> **Data shown**

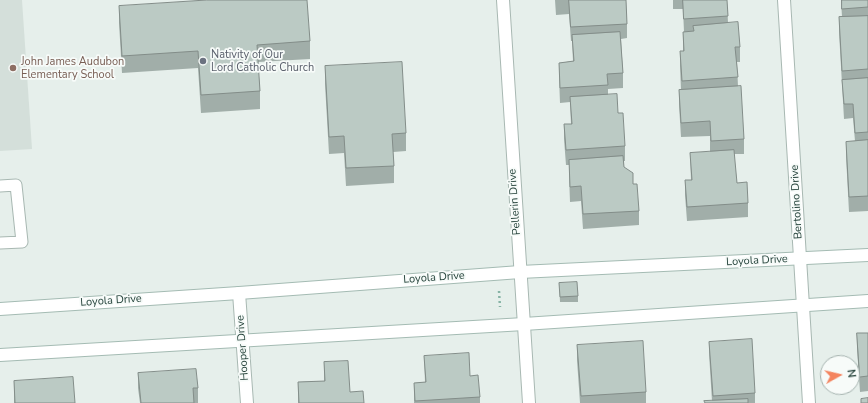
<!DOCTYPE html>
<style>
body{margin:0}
#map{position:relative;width:868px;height:403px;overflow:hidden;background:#e6efeb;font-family:"Nunito Sans",sans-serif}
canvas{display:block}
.north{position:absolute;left:820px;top:355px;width:40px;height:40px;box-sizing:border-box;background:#f7fbf9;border:1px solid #a3b1ad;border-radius:50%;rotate:82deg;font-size:11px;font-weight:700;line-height:16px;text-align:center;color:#24423a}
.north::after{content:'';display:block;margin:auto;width:14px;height:18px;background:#f4845f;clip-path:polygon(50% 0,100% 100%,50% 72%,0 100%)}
</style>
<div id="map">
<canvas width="868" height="403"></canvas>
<div class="north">N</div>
</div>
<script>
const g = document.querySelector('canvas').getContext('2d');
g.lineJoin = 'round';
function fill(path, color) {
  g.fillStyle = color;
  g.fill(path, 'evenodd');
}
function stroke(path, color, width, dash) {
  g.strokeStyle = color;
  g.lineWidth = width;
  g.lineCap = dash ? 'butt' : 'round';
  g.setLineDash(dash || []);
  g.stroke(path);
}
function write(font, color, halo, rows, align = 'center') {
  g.font = font + ' "Nunito Sans",sans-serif';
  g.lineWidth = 3.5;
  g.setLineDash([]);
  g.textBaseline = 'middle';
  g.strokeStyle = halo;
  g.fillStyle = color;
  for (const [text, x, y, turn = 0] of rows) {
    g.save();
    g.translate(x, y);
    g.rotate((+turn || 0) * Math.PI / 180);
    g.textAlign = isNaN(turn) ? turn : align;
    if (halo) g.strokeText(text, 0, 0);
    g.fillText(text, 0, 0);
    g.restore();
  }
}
const built = new Path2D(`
 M0,0H22L32,149L0,151Z`);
const path = new Path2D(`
 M499,291L500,307`);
const lane = new Path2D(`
 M0,186L16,185L22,242L0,243`);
const street = new Path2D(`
 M503,0L529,403
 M784,0L809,403
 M239,293L247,403`);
const secondary = new Path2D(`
 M0,309L239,293L520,272L868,255
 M0,355L524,324L868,301`);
const wall = new Path2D(`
 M555,0H626L627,24V38L621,39L623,73V88L608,89V95L618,113L625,146V161H624V167L633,184L639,211V225L583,229L581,201L570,202L569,175V165H566L564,139V124H571L570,102L560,103L559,77V63L573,61L572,41H571L569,14L556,15Z
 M673,0H734H727L728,23L740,47V62H737L738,87L744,139V154H734L737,183L748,203V217L687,221L685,195V180H691L690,153L710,152V136L681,137L679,105V90H681L680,66V51H683V32H684L683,9H673Z
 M841,0H868V211L849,212L846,156V142L855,141L853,118L844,119L839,32V17H842Z
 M119,6L310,41V59L258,62L260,91V109L201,113L198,68L122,73L119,23Z
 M325,66L406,133V151L393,152L394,166V183L346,186L344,153L329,154L325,84Z
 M559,283L578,296V302H560Z
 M857,333H868V391L860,392L857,348Z
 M709,342L755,393V403H704L712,401L709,353Z
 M577,345L646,392V403H580L577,360Z
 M424,356L470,376L480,397V403H414V383L425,382Z
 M324,362L350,392L364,403H298V382L324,381Z
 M138,373L198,388V403H140L138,388Z
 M14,381L75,403H14Z`);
const building = new Path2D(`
 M207,0H307L310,41L257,45L260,91L201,95L198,51L122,56L119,6Z
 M569,0H626L627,24L571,27Z
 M683,0H727L728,16L684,19Z
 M842,0H868V7L842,9Z
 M868,16V69L842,71L839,17Z
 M738,22L740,47H735L738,77L682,81L680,51H684L683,32L694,31L693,26Z
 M620,32L623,73L607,74L608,85L560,88L559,63L574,61L572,35Z
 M402,62L406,133L392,134L394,166L346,168L344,136L329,137L325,66Z
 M868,78V132L855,133L853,104H844L842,80Z
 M741,86L744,139L711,141L710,121L681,123L679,90Z
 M617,94L618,113H623L625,146L566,150L564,124H572L570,97Z
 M868,140V196L849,197L846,142Z
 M734,150L737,183L747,182L748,203L687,207L685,180H692L690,153Z
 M623,156L624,167L633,173V184H637L639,211L583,214L581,186L570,187L569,160Z
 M577,282L578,296L560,297L559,283Z
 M857,333H868V376L860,377Z
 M752,339L755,393L713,396L709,342Z
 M643,341L646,392L581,396L577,345Z
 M469,353L470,376L478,375L480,397L415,401L414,383L426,382L424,356Z
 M348,361L350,392L363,391L364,403H299L298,382L325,381L324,362Z
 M196,369L198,388H193L194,403H141L138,373Z
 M73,377L75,403H15L14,381Z
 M868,398V403H861V399Z
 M748,399V403H705L704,401Z`);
const markers = [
 [203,61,4,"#6b7280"],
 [13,68,4,"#8d6e63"]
];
const worshipNames = [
 ["Nativity of Our",211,55],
 ["Lord Catholic Church",211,68]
];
const educationNames = [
 ["John James Audubon",21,62],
 ["Elementary School",21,75]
];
const streetNames = [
 ["Pellerin Drive",515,202,-94],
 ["Bertolino Drive",797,202,-93],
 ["Loyola Drive",757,261,-3],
 ["Loyola Drive",434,278,-4],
 ["Loyola Drive",111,301,-4],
 ["Hooper Drive",243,348,-94]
];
fill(built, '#d4dfda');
stroke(lane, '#a8b8b2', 13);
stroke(street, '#a8b8b2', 14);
stroke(secondary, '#a4bbb3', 14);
stroke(path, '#86b3a5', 2.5, [2, 3]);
stroke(lane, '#fff', 11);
stroke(street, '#fff', 12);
stroke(secondary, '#fff', 12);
fill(wall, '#a1aea9');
fill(building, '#bbcac4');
stroke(building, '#838d89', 1);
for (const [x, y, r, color] of markers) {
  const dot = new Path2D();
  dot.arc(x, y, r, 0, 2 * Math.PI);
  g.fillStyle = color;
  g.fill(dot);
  stroke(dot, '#f7fbf9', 1.5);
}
write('11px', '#5b616d', '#f7fbf9', worshipNames, 'left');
write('11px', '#785e54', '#f7fbf9', educationNames, 'left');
write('11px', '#24423a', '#f7fbf9', streetNames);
</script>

> **Exercise directions**
Write out exactly the lines above between the line with "function stroke(path, color, width, dash)" and the line with "g.setLineDash([]);", inclusive, and nothing beyond them.

> **Answer to this task**
function stroke(path, color, width, dash) {
  g.strokeStyle = color;
  g.lineWidth = width;
  g.lineCap = dash ? 'butt' : 'round';
  g.setLineDash(dash || []);
  g.stroke(path);
}
function write(font, color, halo, rows, align = 'center') {
  g.font = font + ' "Nunito Sans",sans-serif';
  g.lineWidth = 3.5;
  g.setLineDash([]);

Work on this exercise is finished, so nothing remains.